#### About this exercise
Reproduce the data in its entirety, exactly as written.

Collected data entries
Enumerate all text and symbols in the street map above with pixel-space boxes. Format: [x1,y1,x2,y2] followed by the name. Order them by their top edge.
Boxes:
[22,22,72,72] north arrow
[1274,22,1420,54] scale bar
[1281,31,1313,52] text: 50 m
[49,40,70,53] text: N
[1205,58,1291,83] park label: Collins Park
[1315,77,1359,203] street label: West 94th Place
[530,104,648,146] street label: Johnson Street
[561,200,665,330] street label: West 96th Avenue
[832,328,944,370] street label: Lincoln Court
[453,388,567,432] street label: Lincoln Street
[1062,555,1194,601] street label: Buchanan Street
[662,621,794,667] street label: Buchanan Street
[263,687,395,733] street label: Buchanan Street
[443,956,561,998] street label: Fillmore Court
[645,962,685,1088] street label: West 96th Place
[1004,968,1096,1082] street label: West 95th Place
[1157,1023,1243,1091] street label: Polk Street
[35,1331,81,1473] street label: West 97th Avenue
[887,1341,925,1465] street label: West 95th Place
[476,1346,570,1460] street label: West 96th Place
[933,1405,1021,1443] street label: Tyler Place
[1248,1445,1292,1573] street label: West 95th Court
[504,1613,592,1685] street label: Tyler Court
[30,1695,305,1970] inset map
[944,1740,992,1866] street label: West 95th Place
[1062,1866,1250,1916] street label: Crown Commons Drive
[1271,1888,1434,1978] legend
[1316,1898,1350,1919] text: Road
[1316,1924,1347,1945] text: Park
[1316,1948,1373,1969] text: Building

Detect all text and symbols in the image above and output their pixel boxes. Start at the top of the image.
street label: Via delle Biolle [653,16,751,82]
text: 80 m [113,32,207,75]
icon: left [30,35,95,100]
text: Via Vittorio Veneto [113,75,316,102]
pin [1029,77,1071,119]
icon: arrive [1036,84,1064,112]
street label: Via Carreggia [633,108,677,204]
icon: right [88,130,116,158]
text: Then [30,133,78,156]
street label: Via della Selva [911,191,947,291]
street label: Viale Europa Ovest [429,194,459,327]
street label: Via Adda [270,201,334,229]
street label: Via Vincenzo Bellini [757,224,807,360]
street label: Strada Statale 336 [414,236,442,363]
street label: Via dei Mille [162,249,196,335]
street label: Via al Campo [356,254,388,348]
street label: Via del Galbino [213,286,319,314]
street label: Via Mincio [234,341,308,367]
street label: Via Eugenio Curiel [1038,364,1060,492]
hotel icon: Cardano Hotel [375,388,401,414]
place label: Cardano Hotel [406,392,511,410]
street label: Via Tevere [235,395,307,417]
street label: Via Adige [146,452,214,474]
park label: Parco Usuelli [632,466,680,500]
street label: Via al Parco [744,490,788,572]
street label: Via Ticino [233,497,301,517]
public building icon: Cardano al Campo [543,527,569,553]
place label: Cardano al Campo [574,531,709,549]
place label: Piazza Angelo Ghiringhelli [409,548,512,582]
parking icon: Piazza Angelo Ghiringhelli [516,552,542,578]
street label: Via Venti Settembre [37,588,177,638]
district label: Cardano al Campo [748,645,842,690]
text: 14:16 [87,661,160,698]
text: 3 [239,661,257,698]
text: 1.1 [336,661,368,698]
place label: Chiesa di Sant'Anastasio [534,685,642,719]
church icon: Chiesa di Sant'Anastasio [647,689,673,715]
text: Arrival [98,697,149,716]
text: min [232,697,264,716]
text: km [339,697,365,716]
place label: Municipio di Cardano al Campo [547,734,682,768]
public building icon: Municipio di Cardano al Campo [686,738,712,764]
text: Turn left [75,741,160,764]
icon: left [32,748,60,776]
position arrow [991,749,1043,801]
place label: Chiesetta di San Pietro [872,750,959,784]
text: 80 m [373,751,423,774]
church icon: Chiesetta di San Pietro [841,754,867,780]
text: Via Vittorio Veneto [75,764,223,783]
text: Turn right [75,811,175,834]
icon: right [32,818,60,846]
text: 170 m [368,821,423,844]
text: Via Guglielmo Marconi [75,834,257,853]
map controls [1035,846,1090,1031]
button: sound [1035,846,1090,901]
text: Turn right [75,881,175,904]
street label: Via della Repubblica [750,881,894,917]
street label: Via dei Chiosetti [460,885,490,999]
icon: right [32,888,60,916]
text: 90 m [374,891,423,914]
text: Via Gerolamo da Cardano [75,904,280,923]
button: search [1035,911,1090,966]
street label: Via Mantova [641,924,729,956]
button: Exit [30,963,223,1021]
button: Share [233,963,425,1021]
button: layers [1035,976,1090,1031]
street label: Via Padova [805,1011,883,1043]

#### Result for this exercise
Enumerate all text and symbols in the street map above with pixel-space boxes. Format: [x1,y1,x2,y2] followed by the name. Order them by their top edge.
Boxes:
[22,22,72,72] north arrow
[1274,22,1420,54] scale bar
[1281,31,1313,52] text: 50 m
[49,40,70,53] text: N
[1205,58,1291,83] park label: Collins Park
[1315,77,1359,203] street label: West 94th Place
[530,104,648,146] street label: Johnson Street
[561,200,665,330] street label: West 96th Avenue
[832,328,944,370] street label: Lincoln Court
[453,388,567,432] street label: Lincoln Street
[1062,555,1194,601] street label: Buchanan Street
[662,621,794,667] street label: Buchanan Street
[263,687,395,733] street label: Buchanan Street
[443,956,561,998] street label: Fillmore Court
[645,962,685,1088] street label: West 96th Place
[1004,968,1096,1082] street label: West 95th Place
[1157,1023,1243,1091] street label: Polk Street
[35,1331,81,1473] street label: West 97th Avenue
[887,1341,925,1465] street label: West 95th Place
[476,1346,570,1460] street label: West 96th Place
[933,1405,1021,1443] street label: Tyler Place
[1248,1445,1292,1573] street label: West 95th Court
[504,1613,592,1685] street label: Tyler Court
[30,1695,305,1970] inset map
[944,1740,992,1866] street label: West 95th Place
[1062,1866,1250,1916] street label: Crown Commons Drive
[1271,1888,1434,1978] legend
[1316,1898,1350,1919] text: Road
[1316,1924,1347,1945] text: Park
[1316,1948,1373,1969] text: Building

Detect all text and symbols in the image above and output their pixel boxes. Start at the top of the image.
street label: Via delle Biolle [653,16,751,82]
text: 80 m [113,32,207,75]
icon: left [30,35,95,100]
text: Via Vittorio Veneto [113,75,316,102]
pin [1029,77,1071,119]
icon: arrive [1036,84,1064,112]
street label: Via Carreggia [633,108,677,204]
icon: right [88,130,116,158]
text: Then [30,133,78,156]
street label: Via della Selva [911,191,947,291]
street label: Viale Europa Ovest [429,194,459,327]
street label: Via Adda [270,201,334,229]
street label: Via Vincenzo Bellini [757,224,807,360]
street label: Strada Statale 336 [414,236,442,363]
street label: Via dei Mille [162,249,196,335]
street label: Via al Campo [356,254,388,348]
street label: Via del Galbino [213,286,319,314]
street label: Via Mincio [234,341,308,367]
street label: Via Eugenio Curiel [1038,364,1060,492]
hotel icon: Cardano Hotel [375,388,401,414]
place label: Cardano Hotel [406,392,511,410]
street label: Via Tevere [235,395,307,417]
street label: Via Adige [146,452,214,474]
park label: Parco Usuelli [632,466,680,500]
street label: Via al Parco [744,490,788,572]
street label: Via Ticino [233,497,301,517]
public building icon: Cardano al Campo [543,527,569,553]
place label: Cardano al Campo [574,531,709,549]
place label: Piazza Angelo Ghiringhelli [409,548,512,582]
parking icon: Piazza Angelo Ghiringhelli [516,552,542,578]
street label: Via Venti Settembre [37,588,177,638]
district label: Cardano al Campo [748,645,842,690]
text: 14:16 [87,661,160,698]
text: 3 [239,661,257,698]
text: 1.1 [336,661,368,698]
place label: Chiesa di Sant'Anastasio [534,685,642,719]
church icon: Chiesa di Sant'Anastasio [647,689,673,715]
text: Arrival [98,697,149,716]
text: min [232,697,264,716]
text: km [339,697,365,716]
place label: Municipio di Cardano al Campo [547,734,682,768]
public building icon: Municipio di Cardano al Campo [686,738,712,764]
text: Turn left [75,741,160,764]
icon: left [32,748,60,776]
position arrow [991,749,1043,801]
place label: Chiesetta di San Pietro [872,750,959,784]
text: 80 m [373,751,423,774]
church icon: Chiesetta di San Pietro [841,754,867,780]
text: Via Vittorio Veneto [75,764,223,783]
text: Turn right [75,811,175,834]
icon: right [32,818,60,846]
text: 170 m [368,821,423,844]
text: Via Guglielmo Marconi [75,834,257,853]
map controls [1035,846,1090,1031]
button: sound [1035,846,1090,901]
text: Turn right [75,881,175,904]
street label: Via della Repubblica [750,881,894,917]
street label: Via dei Chiosetti [460,885,490,999]
icon: right [32,888,60,916]
text: 90 m [374,891,423,914]
text: Via Gerolamo da Cardano [75,904,280,923]
button: search [1035,911,1090,966]
street label: Via Mantova [641,924,729,956]
button: Exit [30,963,223,1021]
button: Share [233,963,425,1021]
button: layers [1035,976,1090,1031]
street label: Via Padova [805,1011,883,1043]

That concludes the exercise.